Saved data entries:
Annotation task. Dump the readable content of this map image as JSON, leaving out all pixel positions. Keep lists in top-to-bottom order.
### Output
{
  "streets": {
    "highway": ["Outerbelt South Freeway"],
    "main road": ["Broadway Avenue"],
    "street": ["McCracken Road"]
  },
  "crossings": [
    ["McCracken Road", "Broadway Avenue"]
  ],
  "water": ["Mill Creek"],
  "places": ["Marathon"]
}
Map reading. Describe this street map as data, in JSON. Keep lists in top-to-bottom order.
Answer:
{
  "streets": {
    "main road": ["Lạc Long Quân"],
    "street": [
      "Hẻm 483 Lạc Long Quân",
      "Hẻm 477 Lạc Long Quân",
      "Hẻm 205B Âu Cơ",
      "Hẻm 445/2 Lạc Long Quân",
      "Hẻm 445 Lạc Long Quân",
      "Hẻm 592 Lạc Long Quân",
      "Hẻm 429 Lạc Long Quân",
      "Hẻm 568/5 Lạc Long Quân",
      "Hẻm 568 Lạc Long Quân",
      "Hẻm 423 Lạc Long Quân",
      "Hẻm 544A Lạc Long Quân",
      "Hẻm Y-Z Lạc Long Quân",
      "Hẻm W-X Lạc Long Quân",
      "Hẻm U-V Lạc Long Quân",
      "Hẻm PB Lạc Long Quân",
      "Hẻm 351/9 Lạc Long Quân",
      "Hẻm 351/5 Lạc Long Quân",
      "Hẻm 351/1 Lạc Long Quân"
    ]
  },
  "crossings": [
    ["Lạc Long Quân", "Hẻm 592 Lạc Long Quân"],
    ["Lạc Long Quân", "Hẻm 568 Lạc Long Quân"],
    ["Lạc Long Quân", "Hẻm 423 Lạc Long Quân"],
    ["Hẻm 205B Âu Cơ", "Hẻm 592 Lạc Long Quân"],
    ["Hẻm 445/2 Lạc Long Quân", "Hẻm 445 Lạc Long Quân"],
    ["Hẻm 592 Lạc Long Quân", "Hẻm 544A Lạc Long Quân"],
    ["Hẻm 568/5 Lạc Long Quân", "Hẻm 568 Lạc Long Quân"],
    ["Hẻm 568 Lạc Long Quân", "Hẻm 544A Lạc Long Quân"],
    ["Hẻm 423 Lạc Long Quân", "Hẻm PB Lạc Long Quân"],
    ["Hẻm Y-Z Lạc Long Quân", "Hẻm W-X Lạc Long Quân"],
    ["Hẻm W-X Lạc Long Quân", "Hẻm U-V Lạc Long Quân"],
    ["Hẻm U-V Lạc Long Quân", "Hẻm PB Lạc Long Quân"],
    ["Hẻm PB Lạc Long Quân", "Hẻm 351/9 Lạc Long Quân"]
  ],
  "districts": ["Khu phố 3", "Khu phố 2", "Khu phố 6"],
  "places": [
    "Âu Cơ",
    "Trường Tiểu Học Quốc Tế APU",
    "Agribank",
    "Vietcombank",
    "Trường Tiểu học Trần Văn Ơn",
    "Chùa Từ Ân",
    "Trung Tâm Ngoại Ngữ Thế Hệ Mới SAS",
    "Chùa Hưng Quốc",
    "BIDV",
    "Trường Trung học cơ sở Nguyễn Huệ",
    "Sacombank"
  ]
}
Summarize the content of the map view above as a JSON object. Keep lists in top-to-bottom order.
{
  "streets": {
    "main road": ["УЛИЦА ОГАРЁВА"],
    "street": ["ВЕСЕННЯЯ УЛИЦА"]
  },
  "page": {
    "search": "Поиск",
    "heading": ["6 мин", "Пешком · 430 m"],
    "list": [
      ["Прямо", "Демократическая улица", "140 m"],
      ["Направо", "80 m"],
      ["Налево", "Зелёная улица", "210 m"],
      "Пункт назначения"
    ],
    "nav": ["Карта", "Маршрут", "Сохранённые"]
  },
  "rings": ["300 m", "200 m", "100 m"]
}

Work order: Output exactly the lines from the one containing "Summarize the content" through the last line of the records, both included. Output nothing else.

Worked solution:
Summarize the content of the map view above as a JSON object. Keep lists in top-to-bottom order.
{
  "streets": {
    "main road": ["УЛИЦА ОГАРЁВА"],
    "street": ["ВЕСЕННЯЯ УЛИЦА"]
  },
  "page": {
    "search": "Поиск",
    "heading": ["6 мин", "Пешком · 430 m"],
    "list": [
      ["Прямо", "Демократическая улица", "140 m"],
      ["Направо", "80 m"],
      ["Налево", "Зелёная улица", "210 m"],
      "Пункт назначения"
    ],
    "nav": ["Карта", "Маршрут", "Сохранённые"]
  },
  "rings": ["300 m", "200 m", "100 m"]
}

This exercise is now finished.